Exercise input START

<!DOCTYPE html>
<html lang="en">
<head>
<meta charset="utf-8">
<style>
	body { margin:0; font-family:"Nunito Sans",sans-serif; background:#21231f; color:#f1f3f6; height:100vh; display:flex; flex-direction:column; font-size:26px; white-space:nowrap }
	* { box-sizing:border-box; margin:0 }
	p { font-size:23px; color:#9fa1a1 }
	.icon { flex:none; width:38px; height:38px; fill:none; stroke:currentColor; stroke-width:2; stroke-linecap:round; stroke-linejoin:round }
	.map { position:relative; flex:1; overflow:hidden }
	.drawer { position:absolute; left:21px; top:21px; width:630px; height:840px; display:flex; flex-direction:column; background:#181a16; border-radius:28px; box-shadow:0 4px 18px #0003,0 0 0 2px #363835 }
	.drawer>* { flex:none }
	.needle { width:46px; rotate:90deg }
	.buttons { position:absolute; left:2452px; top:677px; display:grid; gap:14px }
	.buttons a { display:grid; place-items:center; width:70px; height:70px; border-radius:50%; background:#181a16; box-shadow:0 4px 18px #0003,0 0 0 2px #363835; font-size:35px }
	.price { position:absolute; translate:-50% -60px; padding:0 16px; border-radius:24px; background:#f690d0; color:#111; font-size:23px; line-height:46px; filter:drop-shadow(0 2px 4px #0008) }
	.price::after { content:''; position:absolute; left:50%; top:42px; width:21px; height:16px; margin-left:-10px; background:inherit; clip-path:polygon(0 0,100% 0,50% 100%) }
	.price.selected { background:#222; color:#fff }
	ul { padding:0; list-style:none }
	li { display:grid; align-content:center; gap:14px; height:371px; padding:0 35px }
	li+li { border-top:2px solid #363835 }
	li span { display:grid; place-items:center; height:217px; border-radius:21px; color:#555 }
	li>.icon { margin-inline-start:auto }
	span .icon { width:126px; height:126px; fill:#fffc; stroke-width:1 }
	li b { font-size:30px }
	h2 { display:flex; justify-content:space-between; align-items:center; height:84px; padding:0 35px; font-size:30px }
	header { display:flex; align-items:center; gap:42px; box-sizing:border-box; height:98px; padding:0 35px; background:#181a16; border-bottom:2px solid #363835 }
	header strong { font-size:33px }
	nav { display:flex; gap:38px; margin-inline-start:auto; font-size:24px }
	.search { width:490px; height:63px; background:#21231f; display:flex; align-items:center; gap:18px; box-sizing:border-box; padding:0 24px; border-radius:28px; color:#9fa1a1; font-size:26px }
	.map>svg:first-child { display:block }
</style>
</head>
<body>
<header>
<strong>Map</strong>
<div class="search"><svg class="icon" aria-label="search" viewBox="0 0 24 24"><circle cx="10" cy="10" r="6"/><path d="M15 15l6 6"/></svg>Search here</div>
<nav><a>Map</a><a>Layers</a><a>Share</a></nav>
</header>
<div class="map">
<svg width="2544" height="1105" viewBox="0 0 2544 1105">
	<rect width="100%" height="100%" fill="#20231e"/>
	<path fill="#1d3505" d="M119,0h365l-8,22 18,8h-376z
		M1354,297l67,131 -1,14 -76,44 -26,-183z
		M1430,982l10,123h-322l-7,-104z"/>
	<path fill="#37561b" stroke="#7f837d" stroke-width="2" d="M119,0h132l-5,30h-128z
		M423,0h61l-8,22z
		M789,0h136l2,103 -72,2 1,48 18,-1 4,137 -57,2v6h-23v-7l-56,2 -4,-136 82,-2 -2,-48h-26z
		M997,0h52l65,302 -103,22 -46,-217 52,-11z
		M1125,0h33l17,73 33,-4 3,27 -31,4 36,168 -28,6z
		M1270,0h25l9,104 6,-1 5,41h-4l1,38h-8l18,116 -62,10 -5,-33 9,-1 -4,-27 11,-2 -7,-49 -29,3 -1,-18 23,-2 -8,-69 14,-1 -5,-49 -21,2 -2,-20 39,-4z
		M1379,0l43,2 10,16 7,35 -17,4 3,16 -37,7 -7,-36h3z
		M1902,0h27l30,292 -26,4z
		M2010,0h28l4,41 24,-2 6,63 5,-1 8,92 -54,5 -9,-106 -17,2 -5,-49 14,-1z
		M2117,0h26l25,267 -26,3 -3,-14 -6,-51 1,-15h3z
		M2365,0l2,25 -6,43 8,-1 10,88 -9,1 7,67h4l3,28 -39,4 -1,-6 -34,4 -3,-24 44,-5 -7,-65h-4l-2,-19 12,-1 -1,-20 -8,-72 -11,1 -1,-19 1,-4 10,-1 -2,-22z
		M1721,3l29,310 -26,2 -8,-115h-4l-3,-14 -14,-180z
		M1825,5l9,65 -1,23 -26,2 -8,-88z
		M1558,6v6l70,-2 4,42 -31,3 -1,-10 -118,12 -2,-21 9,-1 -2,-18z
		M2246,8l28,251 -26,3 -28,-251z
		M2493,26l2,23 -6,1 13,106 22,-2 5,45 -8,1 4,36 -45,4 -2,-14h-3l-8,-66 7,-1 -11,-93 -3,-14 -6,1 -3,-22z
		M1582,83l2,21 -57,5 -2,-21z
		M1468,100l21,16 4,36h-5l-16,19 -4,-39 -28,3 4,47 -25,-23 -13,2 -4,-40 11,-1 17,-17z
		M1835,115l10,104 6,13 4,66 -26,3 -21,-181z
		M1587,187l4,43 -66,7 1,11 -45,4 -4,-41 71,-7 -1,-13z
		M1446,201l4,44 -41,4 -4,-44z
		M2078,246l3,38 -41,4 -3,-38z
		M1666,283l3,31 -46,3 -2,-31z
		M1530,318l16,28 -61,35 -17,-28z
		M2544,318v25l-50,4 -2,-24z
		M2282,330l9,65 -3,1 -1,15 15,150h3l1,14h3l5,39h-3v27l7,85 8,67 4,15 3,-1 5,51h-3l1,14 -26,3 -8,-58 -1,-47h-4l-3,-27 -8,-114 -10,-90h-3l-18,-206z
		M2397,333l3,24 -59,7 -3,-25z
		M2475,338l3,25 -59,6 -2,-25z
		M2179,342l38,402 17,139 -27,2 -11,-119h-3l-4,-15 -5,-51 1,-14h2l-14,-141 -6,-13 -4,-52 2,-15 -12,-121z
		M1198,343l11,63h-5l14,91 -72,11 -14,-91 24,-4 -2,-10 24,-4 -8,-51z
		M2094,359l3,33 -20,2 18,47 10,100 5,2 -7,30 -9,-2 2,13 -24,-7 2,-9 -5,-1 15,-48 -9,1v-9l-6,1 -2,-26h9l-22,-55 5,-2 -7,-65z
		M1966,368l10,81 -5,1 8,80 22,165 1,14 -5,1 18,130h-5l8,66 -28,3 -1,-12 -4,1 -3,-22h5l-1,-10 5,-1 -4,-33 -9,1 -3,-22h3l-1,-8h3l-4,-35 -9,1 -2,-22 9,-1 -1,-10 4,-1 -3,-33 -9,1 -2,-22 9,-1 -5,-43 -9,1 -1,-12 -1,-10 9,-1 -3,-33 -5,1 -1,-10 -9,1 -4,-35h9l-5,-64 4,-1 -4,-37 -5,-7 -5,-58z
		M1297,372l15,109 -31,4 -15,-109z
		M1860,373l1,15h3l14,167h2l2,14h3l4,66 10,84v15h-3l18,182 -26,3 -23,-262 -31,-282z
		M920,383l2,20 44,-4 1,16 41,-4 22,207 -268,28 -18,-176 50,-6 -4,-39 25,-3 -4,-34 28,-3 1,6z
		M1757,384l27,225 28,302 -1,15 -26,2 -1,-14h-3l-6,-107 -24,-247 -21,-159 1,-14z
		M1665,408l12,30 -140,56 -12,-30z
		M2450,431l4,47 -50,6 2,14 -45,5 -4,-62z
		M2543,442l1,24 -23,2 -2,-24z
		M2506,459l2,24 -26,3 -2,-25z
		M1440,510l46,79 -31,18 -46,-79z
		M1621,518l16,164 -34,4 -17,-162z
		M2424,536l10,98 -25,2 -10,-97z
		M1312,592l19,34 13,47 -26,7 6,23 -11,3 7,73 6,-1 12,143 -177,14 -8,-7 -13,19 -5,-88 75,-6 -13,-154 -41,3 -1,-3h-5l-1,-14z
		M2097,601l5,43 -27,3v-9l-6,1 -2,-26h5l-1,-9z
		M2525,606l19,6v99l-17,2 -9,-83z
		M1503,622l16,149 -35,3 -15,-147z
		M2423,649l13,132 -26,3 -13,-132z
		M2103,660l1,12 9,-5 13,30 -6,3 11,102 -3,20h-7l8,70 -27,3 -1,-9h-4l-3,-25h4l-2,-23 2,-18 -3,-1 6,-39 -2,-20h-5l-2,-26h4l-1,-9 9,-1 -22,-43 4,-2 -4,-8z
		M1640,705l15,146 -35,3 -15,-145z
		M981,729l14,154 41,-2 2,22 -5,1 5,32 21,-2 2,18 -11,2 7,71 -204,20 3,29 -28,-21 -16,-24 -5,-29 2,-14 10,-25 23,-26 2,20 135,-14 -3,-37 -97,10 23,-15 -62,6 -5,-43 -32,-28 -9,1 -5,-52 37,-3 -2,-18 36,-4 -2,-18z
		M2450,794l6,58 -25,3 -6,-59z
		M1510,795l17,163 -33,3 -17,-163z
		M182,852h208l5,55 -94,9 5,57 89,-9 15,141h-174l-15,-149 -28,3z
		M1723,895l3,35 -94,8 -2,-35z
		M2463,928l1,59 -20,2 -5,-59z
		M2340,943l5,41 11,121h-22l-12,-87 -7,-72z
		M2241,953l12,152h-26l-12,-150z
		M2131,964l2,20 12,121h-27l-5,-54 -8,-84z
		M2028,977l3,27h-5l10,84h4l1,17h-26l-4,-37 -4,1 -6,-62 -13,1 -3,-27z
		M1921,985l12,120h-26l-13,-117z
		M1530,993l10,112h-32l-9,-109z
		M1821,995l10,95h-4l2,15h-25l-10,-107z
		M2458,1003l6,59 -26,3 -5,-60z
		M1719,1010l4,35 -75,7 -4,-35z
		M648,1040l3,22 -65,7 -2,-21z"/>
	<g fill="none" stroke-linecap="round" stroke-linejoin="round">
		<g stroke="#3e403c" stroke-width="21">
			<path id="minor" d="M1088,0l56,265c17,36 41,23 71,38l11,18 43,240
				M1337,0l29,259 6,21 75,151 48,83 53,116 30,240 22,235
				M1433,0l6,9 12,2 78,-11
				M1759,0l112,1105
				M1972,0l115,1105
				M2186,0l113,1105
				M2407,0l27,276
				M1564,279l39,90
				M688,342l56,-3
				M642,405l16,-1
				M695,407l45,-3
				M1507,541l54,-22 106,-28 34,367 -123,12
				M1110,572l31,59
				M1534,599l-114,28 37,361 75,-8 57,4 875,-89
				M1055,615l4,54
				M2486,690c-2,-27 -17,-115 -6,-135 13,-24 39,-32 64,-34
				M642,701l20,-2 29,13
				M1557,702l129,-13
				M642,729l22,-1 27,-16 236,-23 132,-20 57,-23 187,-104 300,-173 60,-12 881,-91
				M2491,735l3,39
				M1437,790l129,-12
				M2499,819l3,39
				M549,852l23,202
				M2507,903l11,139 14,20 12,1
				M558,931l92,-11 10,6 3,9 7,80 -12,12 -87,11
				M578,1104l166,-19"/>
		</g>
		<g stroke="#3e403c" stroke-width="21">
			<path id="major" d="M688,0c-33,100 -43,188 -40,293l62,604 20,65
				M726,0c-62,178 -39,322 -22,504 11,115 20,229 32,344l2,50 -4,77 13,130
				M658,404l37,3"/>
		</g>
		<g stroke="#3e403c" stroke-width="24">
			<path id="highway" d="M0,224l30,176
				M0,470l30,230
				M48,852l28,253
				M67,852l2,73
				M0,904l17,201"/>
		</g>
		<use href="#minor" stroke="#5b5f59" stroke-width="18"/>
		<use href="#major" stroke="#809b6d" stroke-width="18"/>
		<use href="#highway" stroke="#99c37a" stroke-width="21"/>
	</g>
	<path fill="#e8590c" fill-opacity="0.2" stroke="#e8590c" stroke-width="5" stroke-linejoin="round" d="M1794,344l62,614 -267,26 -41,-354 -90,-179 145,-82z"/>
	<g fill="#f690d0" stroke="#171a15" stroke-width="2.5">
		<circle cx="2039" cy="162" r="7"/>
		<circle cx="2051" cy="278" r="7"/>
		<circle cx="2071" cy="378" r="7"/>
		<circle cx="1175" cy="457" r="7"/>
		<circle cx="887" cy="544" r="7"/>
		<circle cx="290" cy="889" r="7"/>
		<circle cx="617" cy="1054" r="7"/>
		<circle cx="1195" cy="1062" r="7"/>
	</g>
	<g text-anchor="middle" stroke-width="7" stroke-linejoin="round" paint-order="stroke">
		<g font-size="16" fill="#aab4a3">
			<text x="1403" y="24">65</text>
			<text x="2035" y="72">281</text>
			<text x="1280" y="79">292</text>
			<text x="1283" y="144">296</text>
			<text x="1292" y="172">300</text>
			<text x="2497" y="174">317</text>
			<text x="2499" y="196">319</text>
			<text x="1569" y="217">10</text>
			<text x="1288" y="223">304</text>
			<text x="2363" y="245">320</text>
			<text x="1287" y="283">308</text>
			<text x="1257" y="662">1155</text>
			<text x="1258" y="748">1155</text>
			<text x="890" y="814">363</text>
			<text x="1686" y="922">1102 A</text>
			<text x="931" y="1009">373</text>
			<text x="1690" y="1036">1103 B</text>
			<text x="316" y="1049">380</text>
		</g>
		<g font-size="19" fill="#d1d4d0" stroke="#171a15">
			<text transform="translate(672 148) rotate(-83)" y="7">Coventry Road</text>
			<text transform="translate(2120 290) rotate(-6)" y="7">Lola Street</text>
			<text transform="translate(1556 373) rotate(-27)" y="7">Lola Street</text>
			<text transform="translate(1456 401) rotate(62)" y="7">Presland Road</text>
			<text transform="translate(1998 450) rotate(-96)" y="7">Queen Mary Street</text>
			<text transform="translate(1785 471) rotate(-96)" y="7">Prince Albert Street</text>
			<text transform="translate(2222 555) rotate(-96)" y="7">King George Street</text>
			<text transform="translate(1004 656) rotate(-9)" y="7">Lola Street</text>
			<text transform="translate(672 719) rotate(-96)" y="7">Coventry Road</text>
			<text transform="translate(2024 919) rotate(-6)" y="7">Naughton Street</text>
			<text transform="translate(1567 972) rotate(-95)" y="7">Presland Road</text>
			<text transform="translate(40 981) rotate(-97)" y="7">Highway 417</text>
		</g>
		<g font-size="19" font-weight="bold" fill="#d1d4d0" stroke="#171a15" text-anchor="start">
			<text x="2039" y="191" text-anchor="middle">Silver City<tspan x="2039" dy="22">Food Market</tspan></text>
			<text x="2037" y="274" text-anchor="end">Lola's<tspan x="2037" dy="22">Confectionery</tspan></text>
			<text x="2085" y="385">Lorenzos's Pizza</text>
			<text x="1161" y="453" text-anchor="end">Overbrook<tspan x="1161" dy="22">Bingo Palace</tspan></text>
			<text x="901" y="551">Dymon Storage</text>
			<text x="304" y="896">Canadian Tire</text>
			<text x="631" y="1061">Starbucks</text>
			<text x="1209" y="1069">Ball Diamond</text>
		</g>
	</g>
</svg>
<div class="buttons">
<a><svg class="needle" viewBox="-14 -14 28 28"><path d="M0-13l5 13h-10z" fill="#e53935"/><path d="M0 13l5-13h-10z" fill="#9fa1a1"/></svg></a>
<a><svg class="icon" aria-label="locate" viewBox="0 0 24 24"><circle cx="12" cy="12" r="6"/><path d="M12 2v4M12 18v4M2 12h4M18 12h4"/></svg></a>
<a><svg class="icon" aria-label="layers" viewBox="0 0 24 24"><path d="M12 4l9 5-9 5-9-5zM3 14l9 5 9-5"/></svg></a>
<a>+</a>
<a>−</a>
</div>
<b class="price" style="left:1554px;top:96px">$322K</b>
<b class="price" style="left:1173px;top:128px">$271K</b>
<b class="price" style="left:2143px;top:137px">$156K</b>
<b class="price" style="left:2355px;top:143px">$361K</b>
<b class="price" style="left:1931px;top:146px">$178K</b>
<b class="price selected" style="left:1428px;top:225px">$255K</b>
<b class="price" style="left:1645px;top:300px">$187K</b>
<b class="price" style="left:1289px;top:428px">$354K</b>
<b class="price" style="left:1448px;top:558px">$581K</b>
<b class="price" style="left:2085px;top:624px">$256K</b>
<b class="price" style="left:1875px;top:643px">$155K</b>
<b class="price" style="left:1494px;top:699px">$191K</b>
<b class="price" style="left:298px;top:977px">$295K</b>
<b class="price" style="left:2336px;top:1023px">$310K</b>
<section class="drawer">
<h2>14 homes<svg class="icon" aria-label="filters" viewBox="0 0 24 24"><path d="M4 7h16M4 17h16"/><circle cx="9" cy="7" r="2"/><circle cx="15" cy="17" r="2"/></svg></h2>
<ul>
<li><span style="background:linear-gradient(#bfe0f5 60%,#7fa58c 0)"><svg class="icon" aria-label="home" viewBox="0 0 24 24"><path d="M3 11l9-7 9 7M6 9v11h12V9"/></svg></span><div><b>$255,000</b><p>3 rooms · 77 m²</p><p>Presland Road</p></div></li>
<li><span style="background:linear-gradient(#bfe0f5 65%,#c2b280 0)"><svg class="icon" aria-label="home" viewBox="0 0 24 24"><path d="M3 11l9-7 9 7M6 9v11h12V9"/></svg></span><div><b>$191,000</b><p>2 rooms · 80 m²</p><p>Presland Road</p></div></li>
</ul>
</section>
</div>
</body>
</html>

Exercise input END

*Problem description:* Lines from the start of the records through the one containing "position:relative; flex:1; overflow:hidden" are what should be retyped, exactly and in full, both ends included.

*Output for this task:*
<!DOCTYPE html>
<html lang="en">
<head>
<meta charset="utf-8">
<style>
	body { margin:0; font-family:"Nunito Sans",sans-serif; background:#21231f; color:#f1f3f6; height:100vh; display:flex; flex-direction:column; font-size:26px; white-space:nowrap }
	* { box-sizing:border-box; margin:0 }
	p { font-size:23px; color:#9fa1a1 }
	.icon { flex:none; width:38px; height:38px; fill:none; stroke:currentColor; stroke-width:2; stroke-linecap:round; stroke-linejoin:round }
	.map { position:relative; flex:1; overflow:hidden }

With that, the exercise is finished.